Task details:
Up to and including the line that contains "position:absolute; left:637px; top:243px;", reproduce every line exactly, beginning with the first line below.

Collected data entries
--- START ---

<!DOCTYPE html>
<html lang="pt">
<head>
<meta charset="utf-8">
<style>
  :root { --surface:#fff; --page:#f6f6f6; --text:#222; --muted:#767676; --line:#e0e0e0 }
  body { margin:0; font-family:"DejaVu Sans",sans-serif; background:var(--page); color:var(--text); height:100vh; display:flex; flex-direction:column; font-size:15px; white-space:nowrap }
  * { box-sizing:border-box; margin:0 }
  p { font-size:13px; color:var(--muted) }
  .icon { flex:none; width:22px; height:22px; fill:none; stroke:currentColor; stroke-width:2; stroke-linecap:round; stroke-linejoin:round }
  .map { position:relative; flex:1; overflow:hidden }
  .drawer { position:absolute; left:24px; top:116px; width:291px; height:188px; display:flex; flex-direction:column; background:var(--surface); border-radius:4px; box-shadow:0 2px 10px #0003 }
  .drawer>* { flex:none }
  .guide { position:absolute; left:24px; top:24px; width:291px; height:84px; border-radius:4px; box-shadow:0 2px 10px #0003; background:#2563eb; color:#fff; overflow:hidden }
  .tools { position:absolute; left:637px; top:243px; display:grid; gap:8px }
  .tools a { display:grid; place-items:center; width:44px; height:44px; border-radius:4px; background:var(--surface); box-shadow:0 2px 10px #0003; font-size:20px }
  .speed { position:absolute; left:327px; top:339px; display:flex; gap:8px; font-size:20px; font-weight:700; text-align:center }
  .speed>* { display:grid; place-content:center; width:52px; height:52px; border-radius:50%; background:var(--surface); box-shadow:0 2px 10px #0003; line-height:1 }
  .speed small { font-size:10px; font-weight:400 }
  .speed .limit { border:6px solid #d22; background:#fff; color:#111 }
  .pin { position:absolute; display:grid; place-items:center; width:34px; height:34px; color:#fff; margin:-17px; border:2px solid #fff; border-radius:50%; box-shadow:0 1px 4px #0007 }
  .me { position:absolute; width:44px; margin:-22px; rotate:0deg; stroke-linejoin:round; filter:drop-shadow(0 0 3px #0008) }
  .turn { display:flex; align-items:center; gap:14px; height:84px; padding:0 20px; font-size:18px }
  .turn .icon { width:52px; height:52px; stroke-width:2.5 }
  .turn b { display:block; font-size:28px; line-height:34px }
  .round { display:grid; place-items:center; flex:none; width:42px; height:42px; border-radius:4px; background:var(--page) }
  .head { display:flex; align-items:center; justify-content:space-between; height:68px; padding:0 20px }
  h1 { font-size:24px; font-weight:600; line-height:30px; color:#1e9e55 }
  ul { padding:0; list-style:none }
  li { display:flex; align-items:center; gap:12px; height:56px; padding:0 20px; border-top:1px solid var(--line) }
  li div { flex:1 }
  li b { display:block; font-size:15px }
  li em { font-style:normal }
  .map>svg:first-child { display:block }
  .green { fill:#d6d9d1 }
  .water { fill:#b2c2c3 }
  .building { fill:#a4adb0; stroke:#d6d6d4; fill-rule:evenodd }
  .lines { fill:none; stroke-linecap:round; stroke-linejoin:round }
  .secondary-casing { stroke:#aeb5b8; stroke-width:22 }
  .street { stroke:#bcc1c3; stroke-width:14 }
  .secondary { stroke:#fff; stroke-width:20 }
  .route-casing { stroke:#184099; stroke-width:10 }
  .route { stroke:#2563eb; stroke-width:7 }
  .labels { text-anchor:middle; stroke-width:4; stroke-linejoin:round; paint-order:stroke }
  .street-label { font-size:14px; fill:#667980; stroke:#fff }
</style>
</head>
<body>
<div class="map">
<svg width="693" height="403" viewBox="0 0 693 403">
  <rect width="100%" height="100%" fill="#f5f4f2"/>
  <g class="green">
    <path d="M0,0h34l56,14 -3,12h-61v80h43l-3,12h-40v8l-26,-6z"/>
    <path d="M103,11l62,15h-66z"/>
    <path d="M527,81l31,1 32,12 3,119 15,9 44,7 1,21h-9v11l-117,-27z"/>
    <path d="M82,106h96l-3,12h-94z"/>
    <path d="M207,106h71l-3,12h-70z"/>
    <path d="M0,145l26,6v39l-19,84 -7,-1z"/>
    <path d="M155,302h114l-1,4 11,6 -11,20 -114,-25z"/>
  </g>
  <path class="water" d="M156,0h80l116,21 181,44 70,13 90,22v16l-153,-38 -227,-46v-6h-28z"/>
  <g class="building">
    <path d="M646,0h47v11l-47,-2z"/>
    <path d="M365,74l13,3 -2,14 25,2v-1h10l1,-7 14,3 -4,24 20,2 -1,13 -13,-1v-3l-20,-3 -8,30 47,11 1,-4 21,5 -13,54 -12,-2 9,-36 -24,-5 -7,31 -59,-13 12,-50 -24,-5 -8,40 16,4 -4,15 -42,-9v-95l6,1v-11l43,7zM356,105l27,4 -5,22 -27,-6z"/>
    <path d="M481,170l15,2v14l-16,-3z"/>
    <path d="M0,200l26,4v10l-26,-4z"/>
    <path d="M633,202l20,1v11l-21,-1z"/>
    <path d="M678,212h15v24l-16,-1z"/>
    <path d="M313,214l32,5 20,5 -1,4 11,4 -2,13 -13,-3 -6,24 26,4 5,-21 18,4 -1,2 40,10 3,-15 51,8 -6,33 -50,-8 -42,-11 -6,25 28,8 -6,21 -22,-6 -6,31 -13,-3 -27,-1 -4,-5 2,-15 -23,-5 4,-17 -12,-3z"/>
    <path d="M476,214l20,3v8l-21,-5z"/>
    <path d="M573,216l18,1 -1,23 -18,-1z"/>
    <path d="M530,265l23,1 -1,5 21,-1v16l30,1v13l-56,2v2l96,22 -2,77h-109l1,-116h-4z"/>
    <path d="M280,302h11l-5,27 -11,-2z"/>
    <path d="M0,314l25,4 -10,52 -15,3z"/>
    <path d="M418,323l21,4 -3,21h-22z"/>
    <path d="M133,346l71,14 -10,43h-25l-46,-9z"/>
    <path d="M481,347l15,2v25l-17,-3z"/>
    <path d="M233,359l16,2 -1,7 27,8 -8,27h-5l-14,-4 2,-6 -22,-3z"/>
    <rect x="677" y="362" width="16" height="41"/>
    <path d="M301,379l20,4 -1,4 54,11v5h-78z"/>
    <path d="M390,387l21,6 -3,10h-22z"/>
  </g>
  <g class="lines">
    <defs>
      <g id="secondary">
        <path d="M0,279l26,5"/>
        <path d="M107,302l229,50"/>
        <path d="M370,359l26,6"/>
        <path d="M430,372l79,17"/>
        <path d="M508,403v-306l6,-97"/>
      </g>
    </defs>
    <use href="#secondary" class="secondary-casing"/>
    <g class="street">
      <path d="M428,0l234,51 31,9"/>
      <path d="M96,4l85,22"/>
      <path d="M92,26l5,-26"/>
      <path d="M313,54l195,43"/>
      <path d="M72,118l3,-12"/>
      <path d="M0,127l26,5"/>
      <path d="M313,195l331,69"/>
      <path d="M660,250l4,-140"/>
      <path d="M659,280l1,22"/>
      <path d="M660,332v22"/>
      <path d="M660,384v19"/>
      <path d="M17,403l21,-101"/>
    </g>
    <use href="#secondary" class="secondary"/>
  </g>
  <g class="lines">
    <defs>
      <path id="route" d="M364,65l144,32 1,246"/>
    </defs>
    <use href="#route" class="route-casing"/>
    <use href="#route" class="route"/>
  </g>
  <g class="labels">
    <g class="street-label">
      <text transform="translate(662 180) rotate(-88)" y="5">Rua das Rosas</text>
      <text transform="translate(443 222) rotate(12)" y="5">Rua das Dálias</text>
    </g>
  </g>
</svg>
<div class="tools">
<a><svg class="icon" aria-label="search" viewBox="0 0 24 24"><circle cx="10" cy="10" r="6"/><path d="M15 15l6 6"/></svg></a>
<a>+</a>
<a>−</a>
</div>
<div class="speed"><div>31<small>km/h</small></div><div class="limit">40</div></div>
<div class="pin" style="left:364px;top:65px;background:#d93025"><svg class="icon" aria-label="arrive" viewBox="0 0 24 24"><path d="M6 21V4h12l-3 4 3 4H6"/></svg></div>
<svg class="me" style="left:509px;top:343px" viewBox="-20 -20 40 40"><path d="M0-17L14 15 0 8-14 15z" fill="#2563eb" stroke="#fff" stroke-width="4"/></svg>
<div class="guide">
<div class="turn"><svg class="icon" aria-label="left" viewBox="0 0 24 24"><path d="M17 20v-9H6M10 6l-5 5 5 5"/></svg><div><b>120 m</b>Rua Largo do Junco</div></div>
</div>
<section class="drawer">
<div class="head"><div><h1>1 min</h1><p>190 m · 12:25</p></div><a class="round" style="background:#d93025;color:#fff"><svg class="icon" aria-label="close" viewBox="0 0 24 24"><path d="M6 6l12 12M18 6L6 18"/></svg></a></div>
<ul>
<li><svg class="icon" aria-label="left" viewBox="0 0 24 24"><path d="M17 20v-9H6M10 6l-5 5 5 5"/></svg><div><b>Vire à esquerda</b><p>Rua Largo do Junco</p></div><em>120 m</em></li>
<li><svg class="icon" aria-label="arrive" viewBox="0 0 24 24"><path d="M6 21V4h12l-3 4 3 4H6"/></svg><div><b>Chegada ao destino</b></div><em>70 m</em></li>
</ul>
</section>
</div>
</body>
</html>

--- END ---

Solution below:
<!DOCTYPE html>
<html lang="pt">
<head>
<meta charset="utf-8">
<style>
  :root { --surface:#fff; --page:#f6f6f6; --text:#222; --muted:#767676; --line:#e0e0e0 }
  body { margin:0; font-family:"DejaVu Sans",sans-serif; background:var(--page); color:var(--text); height:100vh; display:flex; flex-direction:column; font-size:15px; white-space:nowrap }
  * { box-sizing:border-box; margin:0 }
  p { font-size:13px; color:var(--muted) }
  .icon { flex:none; width:22px; height:22px; fill:none; stroke:currentColor; stroke-width:2; stroke-linecap:round; stroke-linejoin:round }
  .map { position:relative; flex:1; overflow:hidden }
  .drawer { position:absolute; left:24px; top:116px; width:291px; height:188px; display:flex; flex-direction:column; background:var(--surface); border-radius:4px; box-shadow:0 2px 10px #0003 }
  .drawer>* { flex:none }
  .guide { position:absolute; left:24px; top:24px; width:291px; height:84px; border-radius:4px; box-shadow:0 2px 10px #0003; background:#2563eb; color:#fff; overflow:hidden }
  .tools { position:absolute; left:637px; top:243px; display:grid; gap:8px }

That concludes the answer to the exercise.